◆ INFORMATION ◆

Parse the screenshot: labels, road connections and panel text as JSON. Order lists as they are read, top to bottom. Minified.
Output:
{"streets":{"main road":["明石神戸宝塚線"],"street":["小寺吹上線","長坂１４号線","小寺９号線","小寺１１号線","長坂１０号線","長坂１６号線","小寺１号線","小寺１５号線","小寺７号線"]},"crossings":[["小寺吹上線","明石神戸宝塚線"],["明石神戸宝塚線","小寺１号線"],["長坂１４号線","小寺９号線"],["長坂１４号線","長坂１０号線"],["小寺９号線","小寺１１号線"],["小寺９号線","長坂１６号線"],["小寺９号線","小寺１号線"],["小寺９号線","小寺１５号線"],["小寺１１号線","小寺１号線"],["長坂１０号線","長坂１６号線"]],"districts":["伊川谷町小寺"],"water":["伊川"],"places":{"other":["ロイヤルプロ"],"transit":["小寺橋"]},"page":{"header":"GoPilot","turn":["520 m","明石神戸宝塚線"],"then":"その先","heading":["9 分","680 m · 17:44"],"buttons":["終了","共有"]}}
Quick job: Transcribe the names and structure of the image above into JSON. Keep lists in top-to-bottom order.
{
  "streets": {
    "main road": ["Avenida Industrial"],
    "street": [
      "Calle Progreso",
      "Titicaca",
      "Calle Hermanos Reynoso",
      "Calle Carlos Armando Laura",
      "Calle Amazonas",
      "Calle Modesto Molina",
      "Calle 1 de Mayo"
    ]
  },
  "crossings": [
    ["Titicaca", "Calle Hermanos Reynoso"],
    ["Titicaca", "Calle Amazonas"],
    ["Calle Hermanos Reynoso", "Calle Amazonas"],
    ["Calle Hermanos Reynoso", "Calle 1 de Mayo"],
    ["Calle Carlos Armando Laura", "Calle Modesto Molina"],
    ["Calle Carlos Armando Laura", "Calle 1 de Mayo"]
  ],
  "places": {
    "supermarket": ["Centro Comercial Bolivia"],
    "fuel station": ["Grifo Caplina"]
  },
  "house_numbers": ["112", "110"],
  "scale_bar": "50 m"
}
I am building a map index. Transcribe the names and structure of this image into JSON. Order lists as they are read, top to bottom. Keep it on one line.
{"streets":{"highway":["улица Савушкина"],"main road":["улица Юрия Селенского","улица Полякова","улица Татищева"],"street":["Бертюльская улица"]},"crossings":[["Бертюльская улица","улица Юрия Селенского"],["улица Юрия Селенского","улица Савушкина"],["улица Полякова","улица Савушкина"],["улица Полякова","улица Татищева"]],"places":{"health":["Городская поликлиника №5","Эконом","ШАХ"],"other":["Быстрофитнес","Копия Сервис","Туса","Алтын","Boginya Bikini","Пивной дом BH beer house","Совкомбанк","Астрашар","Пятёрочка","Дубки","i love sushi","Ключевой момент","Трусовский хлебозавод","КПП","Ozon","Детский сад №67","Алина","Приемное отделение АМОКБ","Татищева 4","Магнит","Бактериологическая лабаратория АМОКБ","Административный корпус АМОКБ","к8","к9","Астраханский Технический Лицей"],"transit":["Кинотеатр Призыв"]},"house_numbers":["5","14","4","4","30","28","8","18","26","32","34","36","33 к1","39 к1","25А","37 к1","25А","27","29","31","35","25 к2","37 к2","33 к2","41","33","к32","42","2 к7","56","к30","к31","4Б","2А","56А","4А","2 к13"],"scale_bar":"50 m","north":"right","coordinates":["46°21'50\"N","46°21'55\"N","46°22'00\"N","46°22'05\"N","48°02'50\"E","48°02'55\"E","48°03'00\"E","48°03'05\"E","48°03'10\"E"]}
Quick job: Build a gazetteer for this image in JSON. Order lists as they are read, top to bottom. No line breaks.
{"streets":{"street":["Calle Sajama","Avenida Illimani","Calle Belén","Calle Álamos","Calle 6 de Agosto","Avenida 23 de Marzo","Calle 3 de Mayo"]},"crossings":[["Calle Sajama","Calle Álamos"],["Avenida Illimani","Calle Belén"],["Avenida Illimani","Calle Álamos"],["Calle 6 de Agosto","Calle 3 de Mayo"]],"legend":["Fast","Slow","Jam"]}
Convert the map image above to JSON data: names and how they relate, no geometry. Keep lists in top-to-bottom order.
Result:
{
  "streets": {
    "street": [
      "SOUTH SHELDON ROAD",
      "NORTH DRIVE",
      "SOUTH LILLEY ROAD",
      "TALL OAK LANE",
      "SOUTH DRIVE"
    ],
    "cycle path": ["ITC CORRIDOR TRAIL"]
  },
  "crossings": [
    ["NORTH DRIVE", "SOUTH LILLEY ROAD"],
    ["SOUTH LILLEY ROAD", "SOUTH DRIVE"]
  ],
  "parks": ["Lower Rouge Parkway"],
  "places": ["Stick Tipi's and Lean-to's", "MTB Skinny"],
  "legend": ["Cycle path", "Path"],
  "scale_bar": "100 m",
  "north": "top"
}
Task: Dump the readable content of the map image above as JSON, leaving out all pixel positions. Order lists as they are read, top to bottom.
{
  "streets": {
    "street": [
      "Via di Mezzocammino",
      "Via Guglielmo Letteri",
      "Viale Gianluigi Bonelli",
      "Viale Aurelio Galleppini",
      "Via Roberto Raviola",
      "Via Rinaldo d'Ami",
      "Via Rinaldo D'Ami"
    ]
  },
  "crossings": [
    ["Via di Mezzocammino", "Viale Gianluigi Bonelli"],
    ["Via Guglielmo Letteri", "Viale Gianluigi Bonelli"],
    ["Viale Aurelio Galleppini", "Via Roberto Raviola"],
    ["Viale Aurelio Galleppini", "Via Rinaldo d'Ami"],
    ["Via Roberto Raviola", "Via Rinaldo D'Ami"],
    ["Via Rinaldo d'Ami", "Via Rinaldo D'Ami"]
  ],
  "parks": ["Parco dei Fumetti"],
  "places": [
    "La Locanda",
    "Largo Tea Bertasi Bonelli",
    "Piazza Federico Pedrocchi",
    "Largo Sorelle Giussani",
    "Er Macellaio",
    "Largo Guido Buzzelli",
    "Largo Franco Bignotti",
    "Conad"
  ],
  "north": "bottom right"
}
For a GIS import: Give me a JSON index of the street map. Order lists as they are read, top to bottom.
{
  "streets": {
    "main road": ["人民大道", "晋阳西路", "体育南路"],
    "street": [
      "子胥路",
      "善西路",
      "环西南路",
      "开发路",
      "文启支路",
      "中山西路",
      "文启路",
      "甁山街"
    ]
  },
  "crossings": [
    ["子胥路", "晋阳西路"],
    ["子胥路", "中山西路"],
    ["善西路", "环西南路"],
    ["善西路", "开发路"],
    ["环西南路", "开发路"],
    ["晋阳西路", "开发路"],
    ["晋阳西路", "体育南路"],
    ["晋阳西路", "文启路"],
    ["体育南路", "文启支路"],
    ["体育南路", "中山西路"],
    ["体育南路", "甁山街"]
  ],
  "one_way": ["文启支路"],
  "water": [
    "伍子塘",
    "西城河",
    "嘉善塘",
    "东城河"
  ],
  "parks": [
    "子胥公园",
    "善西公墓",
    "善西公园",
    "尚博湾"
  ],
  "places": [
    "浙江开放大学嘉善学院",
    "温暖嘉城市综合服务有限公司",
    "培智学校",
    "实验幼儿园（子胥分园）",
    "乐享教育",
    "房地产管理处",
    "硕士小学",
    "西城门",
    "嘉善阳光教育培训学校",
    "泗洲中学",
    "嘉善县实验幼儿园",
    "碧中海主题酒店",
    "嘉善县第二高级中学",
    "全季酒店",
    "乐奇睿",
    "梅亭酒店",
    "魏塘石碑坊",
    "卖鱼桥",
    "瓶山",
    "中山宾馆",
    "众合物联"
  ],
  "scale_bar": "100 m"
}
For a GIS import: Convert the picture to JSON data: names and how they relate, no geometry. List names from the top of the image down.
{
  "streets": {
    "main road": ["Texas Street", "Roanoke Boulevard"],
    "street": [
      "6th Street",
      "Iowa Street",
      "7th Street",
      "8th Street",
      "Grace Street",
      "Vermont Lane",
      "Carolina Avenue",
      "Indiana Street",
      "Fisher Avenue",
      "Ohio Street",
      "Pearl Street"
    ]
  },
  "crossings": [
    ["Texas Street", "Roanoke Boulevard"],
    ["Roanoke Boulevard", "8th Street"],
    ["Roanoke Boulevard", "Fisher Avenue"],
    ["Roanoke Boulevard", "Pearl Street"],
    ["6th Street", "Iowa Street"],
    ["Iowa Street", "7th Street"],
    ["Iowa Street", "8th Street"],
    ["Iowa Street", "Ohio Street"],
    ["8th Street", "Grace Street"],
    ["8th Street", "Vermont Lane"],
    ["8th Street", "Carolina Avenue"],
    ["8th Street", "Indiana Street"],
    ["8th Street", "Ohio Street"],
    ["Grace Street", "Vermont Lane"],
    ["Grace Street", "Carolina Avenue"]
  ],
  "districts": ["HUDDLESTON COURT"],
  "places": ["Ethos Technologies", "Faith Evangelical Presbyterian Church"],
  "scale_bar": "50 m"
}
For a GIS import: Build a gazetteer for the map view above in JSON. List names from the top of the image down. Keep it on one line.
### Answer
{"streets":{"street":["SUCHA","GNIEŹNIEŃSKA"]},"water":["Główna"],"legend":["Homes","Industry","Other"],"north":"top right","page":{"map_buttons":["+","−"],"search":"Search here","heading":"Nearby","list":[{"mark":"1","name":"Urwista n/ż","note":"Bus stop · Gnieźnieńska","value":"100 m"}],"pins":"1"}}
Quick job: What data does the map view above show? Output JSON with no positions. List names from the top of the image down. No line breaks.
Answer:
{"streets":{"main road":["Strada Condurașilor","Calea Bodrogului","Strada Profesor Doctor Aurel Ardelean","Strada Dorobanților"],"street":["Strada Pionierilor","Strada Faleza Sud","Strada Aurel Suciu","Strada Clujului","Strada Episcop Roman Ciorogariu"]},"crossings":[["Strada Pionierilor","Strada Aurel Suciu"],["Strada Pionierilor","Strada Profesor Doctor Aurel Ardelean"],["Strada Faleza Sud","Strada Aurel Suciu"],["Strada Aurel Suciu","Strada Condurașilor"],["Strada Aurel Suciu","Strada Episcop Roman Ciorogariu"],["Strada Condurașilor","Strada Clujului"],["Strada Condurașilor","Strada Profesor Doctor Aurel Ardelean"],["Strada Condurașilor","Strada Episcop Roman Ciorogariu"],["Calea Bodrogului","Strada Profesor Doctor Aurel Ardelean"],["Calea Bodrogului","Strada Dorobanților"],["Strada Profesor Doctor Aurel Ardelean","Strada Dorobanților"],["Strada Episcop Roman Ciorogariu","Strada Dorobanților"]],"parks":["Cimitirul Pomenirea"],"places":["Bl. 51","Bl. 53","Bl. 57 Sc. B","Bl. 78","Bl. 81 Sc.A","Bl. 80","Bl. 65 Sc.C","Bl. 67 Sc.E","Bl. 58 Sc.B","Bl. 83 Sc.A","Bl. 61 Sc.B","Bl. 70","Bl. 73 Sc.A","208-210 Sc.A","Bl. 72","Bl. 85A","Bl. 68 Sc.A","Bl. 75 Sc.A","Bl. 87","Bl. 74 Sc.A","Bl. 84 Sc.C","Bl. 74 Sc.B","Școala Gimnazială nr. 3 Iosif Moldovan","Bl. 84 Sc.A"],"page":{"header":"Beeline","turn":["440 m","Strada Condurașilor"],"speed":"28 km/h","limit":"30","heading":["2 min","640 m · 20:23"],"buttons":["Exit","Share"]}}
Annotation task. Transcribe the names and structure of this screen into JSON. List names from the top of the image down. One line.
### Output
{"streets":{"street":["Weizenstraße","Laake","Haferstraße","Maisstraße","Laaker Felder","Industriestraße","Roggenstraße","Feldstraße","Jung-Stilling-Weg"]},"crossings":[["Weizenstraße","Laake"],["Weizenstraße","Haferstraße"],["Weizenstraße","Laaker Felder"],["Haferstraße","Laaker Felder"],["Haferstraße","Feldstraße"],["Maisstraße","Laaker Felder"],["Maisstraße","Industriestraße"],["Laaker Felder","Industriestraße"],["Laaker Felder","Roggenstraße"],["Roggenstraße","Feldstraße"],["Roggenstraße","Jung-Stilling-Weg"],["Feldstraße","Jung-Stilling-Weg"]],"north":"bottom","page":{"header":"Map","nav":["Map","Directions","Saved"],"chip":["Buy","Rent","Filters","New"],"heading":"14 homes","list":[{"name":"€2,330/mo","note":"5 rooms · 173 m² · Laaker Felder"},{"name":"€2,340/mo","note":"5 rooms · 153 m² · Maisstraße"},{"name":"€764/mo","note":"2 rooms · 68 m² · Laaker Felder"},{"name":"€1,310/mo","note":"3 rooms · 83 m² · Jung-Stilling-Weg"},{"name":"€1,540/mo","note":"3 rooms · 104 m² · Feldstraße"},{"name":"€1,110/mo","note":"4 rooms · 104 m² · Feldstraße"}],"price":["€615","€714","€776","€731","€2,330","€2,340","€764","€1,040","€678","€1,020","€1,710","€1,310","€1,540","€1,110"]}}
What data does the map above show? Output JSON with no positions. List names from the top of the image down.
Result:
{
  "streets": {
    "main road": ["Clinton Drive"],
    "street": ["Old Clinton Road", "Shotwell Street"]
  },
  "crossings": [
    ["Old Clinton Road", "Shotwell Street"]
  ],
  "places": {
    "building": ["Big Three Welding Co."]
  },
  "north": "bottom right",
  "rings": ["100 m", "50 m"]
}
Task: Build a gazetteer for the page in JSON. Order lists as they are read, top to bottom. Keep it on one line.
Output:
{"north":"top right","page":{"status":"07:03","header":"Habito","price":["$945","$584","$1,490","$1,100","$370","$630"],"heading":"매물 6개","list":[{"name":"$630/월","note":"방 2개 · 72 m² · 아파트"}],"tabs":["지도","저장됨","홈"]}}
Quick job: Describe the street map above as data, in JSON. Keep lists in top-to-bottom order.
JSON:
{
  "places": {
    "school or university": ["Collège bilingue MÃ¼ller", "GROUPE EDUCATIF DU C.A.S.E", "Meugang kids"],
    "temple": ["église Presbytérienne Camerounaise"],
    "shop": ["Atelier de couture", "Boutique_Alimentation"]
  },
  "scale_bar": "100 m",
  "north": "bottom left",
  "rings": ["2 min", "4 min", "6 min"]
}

◆ TASK BRIEF ◆
Please count the lines above that hold the string "Guglielmo" and reply with the number alone.

◆ EXERCISE SOLUTION ◆
2